S4C Dau
- Final logo used from 2007 to 2010
- Country: United Kingdom (Wales)

Ownership
- Owner: S4C
- Sister channels: S4C

History
- Launched: 15 September 1999; 26 years ago
- Closed: 6 December 2010; 15 years ago
- Former names: S4C2 (15 September 1999 – 18 January 2007)

Availability (Prior to closure)

Terrestrial
- Freeview: Channel 86 (Wales only)

= S4C Dau =

Former Welsh-language television channel (1999–2010)

S4C Dau (Sianel Pedwar Cymru Dau, meaning Channel Four Wales Two, formerly branded S4C2) was a free-to-air Welsh television station owned by S4C which, until 2010, broadcast coverage of the Senedd at the Senedd building. It was also used for extended coverage of events shown on the main S4C service, such as the National Eisteddfod of Wales and Royal Welsh Show.

==History==
===Launch===
When the UK government was planning digital terrestrial television in the late 1990s, each of the existing analogue broadcasters were allocated half a multiplex of capacity each. Each multiplex has capacity to carry multiple television stations. As one of the existing analogue broadcasters, S4C were allocated half of multiplex A and decided to use their gifted capacity to broadcast two stations in Wales; S4C Digidol, a partial simulcast of their analogue television station and S4C2, a new service. Outside of Wales, they opted to sell their capacity to pay-TV broadcaster ONdigital to use for their service, meaning that S4C2 was only broadcast from transmitters located within Wales.

Channel logo used from launch in 1999 until 2007

The channel launched on 15 September 1999 as a free-to-air channel on the ONdigital platform using S4C's gifted capacity on multiplex A, and later Sky and NTL. It formed part of the Freeview service and cable throughout Wales, but was available throughout the United Kingdom on Freesat and Sky.

The channel initially broadcast all proceedings from the National Assembly for Wales, live and uninterrupted. As the Assembly is bilingual, with members allowed to speak in either English or Welsh, the service carried two audio feeds on Freeview and satellite; an untranslated feed that broadcast proceedings in their original language (be it English or Welsh) and an English feed where any Welsh speech was voiced-over live into English. The channel was described by S4C as a 'unique partnership' between themselves as the broadcaster and BBC Cymru Wales as the service provider. As such, the costs of producing the Assembly output were funded by BBC Wales, while the costs of distribution were met by S4C. S4C did not receive additional funding from the government to cover the costs of running the service, and couldn't divert public money intended to fund content for its main channel, as S4C2 was neither classed as a public service channel, nor was there any obligation for S4C to run such a service. As such, S4C's costs for the channel was funded from commercial revenues and the channel itself was operated through a commercial subsidiary of S4C, S4C2 Ltd., who held the broadcast licence.
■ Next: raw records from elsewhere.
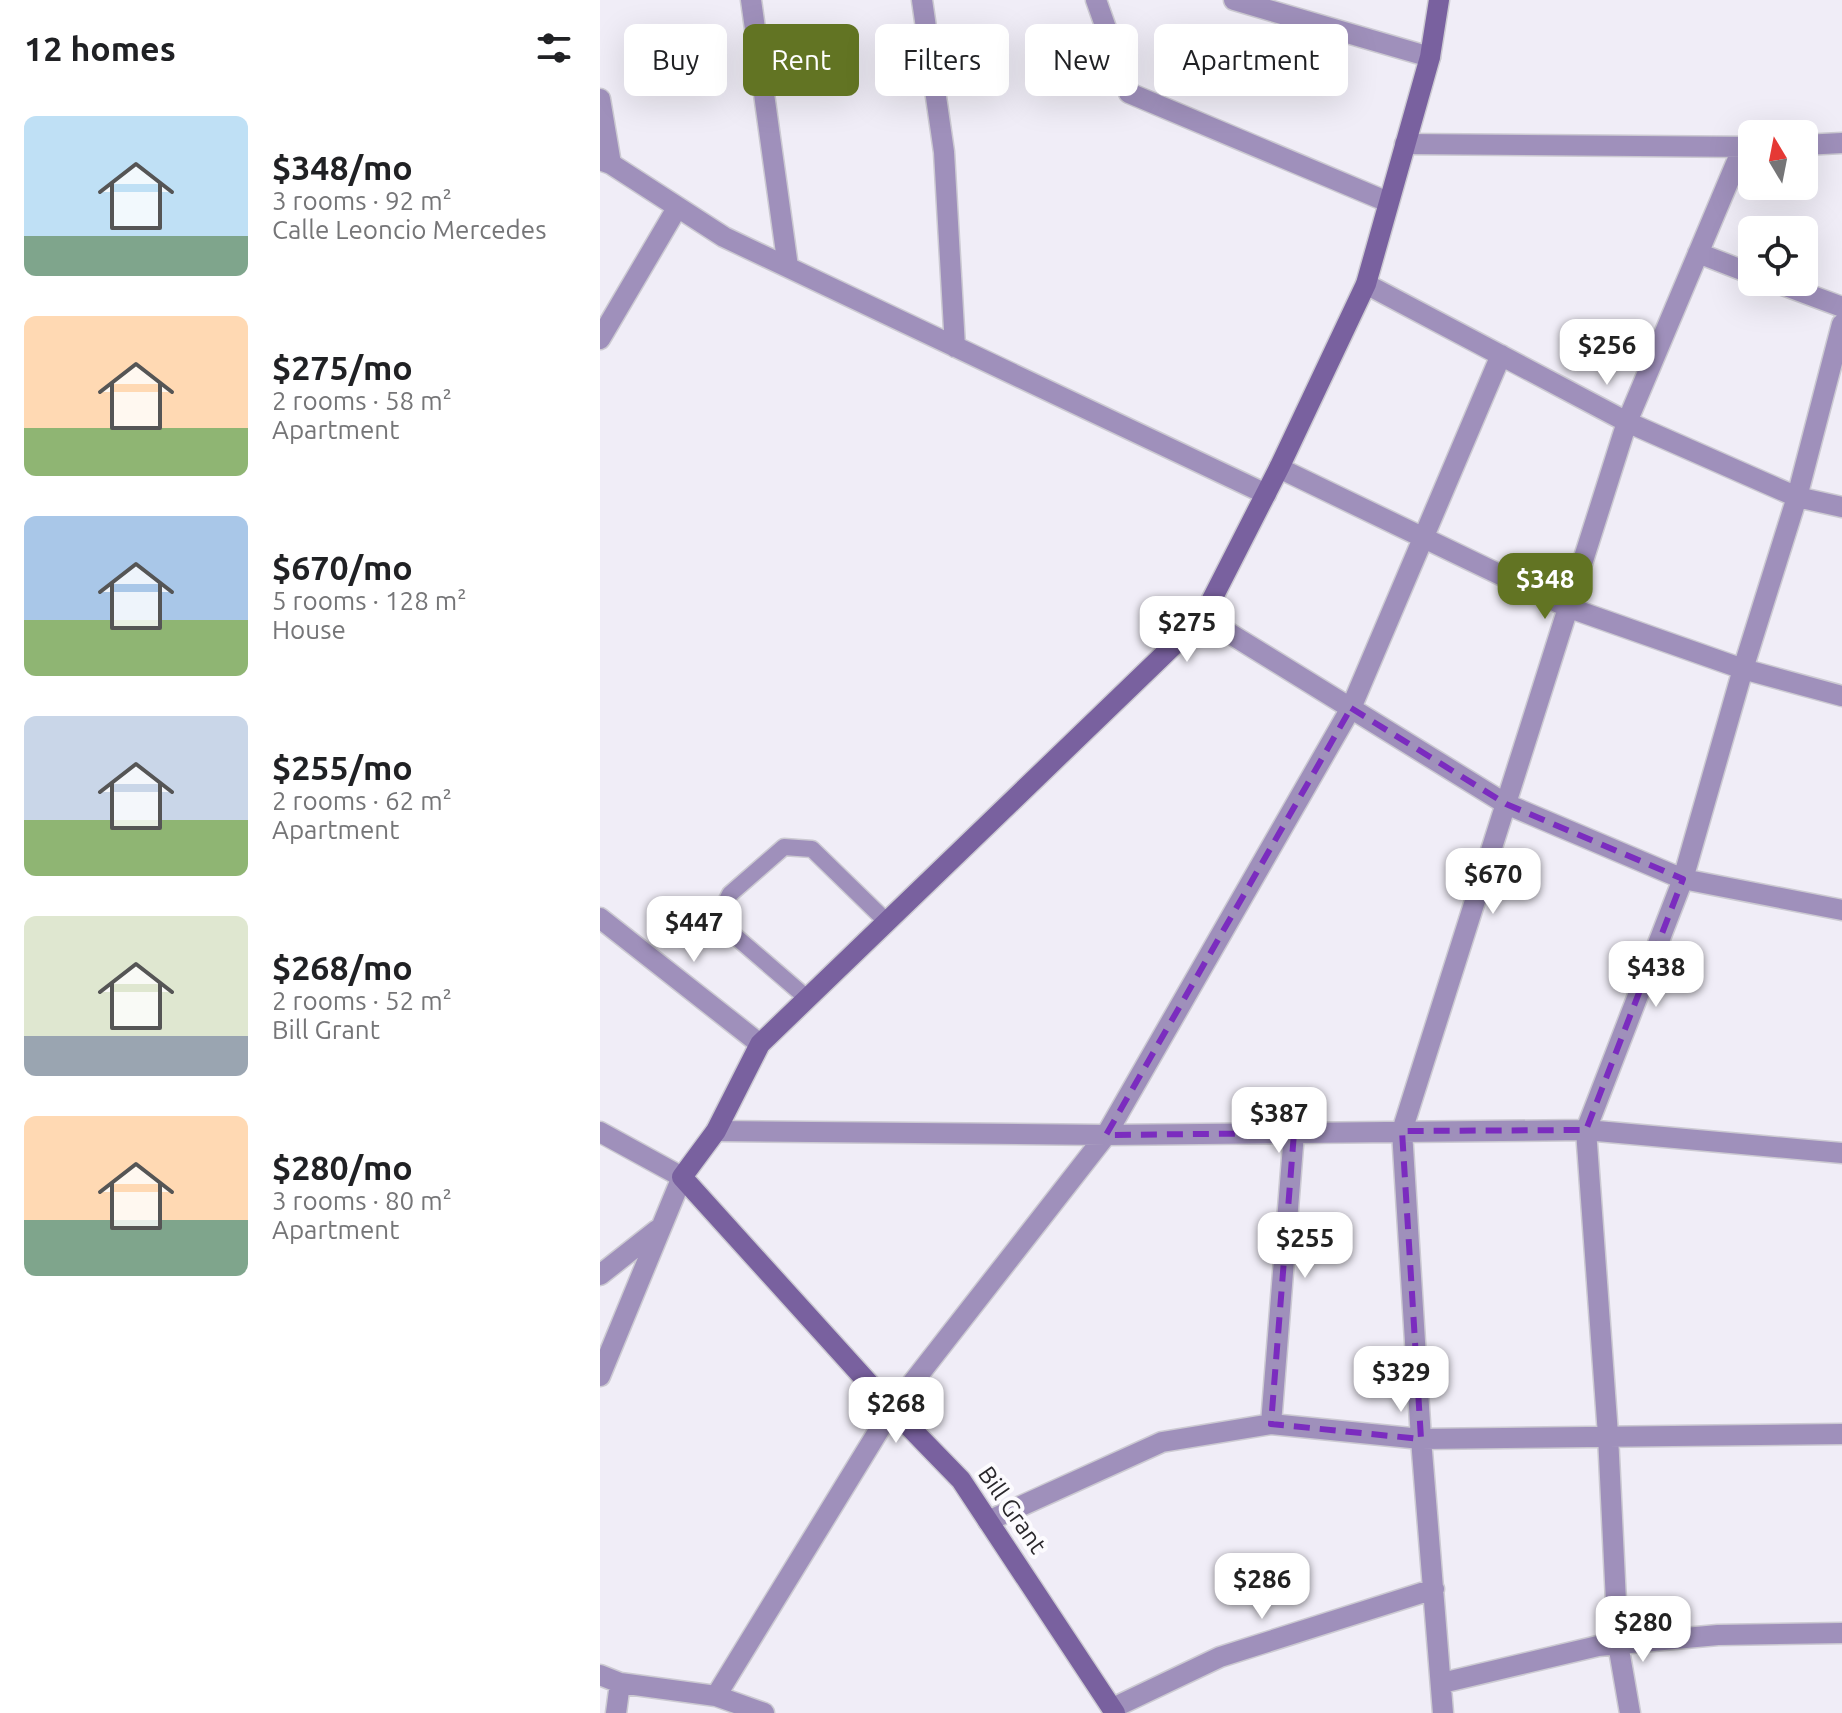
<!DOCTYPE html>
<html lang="en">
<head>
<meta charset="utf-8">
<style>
  body { margin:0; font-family:Ubuntu,sans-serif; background:#f2f2f2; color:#202124; height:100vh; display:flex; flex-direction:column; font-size:30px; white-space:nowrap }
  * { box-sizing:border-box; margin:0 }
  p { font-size:26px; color:#757577 }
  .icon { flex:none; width:44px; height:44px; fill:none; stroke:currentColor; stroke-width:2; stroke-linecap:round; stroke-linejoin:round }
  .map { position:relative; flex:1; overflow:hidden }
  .details { display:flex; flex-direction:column; background:#fff; width:600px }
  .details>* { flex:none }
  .banner { position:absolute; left:24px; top:24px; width:760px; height:72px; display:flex; gap:16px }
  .needle { width:52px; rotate:350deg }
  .tools { position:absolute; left:1138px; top:120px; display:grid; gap:16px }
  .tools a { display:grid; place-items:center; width:80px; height:80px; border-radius:12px; background:#fff; box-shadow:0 8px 32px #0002; font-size:40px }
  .price { position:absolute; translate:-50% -68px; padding:0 18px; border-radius:16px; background:#fff; color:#222; font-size:26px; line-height:52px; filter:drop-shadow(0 2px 4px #0008) }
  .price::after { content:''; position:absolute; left:50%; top:48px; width:24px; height:18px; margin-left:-12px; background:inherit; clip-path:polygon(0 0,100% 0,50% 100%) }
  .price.selected { background:#627423; color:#fff }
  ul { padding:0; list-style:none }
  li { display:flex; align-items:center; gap:24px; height:200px; padding:0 24px }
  li span { display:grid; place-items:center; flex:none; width:224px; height:160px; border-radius:12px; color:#555 }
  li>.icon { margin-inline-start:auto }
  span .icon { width:96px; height:96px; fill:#fffc; stroke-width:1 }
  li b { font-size:34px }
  h2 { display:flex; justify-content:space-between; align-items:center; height:96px; padding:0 24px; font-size:34px }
  .pill { padding:0 28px; border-radius:12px; background:#fff; box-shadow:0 8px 32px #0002; font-size:28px; line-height:72px }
  .pill.selected { background:#627423; color:#fff }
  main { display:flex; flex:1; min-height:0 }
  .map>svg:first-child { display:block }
</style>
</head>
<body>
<main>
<section class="details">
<h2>12 homes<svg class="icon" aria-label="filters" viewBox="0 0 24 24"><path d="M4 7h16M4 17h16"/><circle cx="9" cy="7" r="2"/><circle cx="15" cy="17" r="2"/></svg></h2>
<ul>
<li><span style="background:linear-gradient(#bfe0f5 75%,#7fa58c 0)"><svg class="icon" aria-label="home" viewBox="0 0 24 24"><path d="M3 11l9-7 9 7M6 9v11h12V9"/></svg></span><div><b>$348/mo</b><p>3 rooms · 92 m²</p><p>Calle Leoncio Mercedes</p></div></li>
<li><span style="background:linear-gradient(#ffd9b3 70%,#8fb573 0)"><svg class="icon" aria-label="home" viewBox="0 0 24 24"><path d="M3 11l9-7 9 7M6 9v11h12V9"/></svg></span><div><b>$275/mo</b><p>2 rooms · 58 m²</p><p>Apartment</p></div></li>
<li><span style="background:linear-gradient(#a9c7e8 65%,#8fb573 0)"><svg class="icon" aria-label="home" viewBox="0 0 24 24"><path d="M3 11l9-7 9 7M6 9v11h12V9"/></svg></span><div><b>$670/mo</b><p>5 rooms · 128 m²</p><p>House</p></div></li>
<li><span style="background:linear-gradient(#c9d6e8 65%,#8fb573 0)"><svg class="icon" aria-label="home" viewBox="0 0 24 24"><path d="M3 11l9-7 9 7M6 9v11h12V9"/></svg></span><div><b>$255/mo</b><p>2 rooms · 62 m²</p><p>Apartment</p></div></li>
<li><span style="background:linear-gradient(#dfe7d0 75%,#9aa5b1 0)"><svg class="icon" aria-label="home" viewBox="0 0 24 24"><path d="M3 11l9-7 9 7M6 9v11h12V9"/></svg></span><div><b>$268/mo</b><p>2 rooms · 52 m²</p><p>Bill Grant</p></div></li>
<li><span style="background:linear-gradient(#ffd9b3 65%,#7fa58c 0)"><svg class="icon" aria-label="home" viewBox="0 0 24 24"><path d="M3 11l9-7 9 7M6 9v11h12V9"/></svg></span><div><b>$280/mo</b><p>3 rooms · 80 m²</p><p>Apartment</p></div></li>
</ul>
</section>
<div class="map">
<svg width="1242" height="1713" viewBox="0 0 1242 1713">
  <rect width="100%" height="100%" fill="#f0edf7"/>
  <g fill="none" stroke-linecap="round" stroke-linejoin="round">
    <!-- lane casing -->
    <g stroke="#cccad2" stroke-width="19">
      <path id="lane" d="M208 999 128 930 122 910 130 894 184 847 212 849 287 922"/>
    </g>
    <!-- street casing -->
    <g stroke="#cccad2" stroke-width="23">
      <path id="street" d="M151 0 188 267
        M322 0 344 152 355 347
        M496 0 529 93 788 202
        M634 0 830 57
        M0 99 11 164
        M805 144 1152 147
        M1204 145 1242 143
        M0 160 11 164 124 237 666 494
        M1098 253 1152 274
        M1175 282 1242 307
        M766 284 1027 422 1197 497 1242 507
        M0 339 77 208
        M679 468 967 607 1143 669 1242 696
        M603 617 906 804 1083 879 1242 910
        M0 918 160 1044
        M116 1131 506 1135 986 1130 1242 1153
        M0 1132 82 1177 0 1376
        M0 1275 57 1230
        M671 1424 694 1133
        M388 1521 562 1442 671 1424 821 1439 1242 1434
        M0 1675 20 1683 116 1696 164 1713
        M842 1683 998 1646 1118 1635 1242 1633
        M116 1696 292 1409 506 1135 751 708 901 355
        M513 1708 620 1657 834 1589
        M16 1713 20 1683
        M843 1713 821 1439 802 1131 1027 422 1143 147
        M1030 1713 1018 1644 1008 1435 986 1130 1083 879 1143 669 1197 497 1242 324"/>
    </g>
    <!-- secondary casing -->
    <g stroke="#cccad2" stroke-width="23">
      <path id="secondary" d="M515 1713 361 1480 292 1409 82 1177 116 1131 160 1044 603 617 679 468 766 284 830 57 839 0"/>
    </g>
    <!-- lane -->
    <use href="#lane" stroke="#9f90bb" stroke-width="16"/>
    <!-- street -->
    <use href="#street" stroke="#9f90bb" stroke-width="20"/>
    <!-- secondary -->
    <use href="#secondary" stroke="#79619f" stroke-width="20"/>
  </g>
  <!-- marked area -->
  <path fill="none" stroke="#7b2cbf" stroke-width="6" stroke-dasharray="16 10" stroke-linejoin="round" d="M751 708 906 804 1083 879 986 1130 802 1131 821 1439 671 1424 694 1133 506 1135Z"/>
  <g text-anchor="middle" stroke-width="8" stroke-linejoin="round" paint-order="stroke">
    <!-- street labels -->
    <g font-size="24" fill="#2a282c" stroke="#fcfbfe">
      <text transform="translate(412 1510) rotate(55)" y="8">Bill Grant</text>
    </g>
  </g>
</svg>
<div class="tools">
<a><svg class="needle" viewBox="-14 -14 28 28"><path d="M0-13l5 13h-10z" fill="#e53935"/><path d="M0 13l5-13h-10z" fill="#757577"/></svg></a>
<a><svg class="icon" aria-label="locate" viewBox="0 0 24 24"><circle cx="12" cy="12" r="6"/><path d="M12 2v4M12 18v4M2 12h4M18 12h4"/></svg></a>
</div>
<b class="price" style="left:1007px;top:387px">$256</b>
<b class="price selected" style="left:945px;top:621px">$348</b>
<b class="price" style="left:587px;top:664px">$275</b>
<b class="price" style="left:893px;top:916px">$670</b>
<b class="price" style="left:94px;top:964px">$447</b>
<b class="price" style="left:1056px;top:1009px">$438</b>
<b class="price" style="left:679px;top:1155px">$387</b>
<b class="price" style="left:705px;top:1280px">$255</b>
<b class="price" style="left:801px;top:1414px">$329</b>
<b class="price" style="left:296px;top:1445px">$268</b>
<b class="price" style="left:662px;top:1621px">$286</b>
<b class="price" style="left:1043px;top:1664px">$280</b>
<div class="banner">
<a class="pill">Buy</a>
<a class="pill selected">Rent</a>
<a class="pill">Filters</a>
<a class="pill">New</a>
<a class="pill">Apartment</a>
</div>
</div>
</main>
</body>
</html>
S4C2 was also used for interactive programming and alternate programming that couldn't be aired on the main S4C channel, such as uninterrupted coverage of competitions from the National Eisteddfod of Wales, the Urdd National Eisteddfod, the Royal Welsh Show and Goreuon Can i Gymru's sing-along feature (Best of Song for Wales, a yearly Welsh music competition).

On 18 January 2007, as part of a rebrand of S4C's services, S4C2's logo was changed, with the channel now identified as S4C Dau/S4C Two.

===Removal of Assembly coverage===
As part a consultation into provision of a new children's service in 2007, S4C identified that there was a large amount of capacity being unused by the S4C2 service when the Assembly was not in session. They suggested two proposals they considered viable, one of which would see the children's service operate in the downtime around the Assembly coverage, while the other would see the Assembly coverage removed altogether and S4C2 changed into a full-time children's channel.

From January 2010, coverage of the National Assembly for Wales proceedings ceased on the channel. This programming was produced by the BBC and was made available online via the Democracy Live section of the BBC's website.

In March 2010, the broadcaster announced it would resume broadcasts of the Assembly's full sessions and some committees in a new thrice-weekly overnight programme entitled Y Dydd yn Y Cynulliad (The Day in the Assembly) on its main S4C service from Tuesday 20 April 2010.

===Closure===
On 16 September 2010, S4C2 was removed from Sky channel 507. It was also removed from Virgin Media channel 168 during October and Freeview channel 86 on 30 November 2010, in both cases the channel was only available in Wales. The channel finally ceased broadcasting on 6 December 2010, when it was removed from Freesat. S4C confirmed the channel's closure in January 2011, where they said its live coverage from the National Eisteddfod and Royal Welsh show would be more heavily featured on the main S4C channel, whilst recorded coverage of the Assembly would continue to be broadcast on the main channel in its late night slot. S4C cited budget cuts from the Department for Culture, Media and Sport (DCMS) as the reason for closing the service. As part of the UK Government spending review announced in October 2010, S4C's budget was to be cut by 25% by 2015.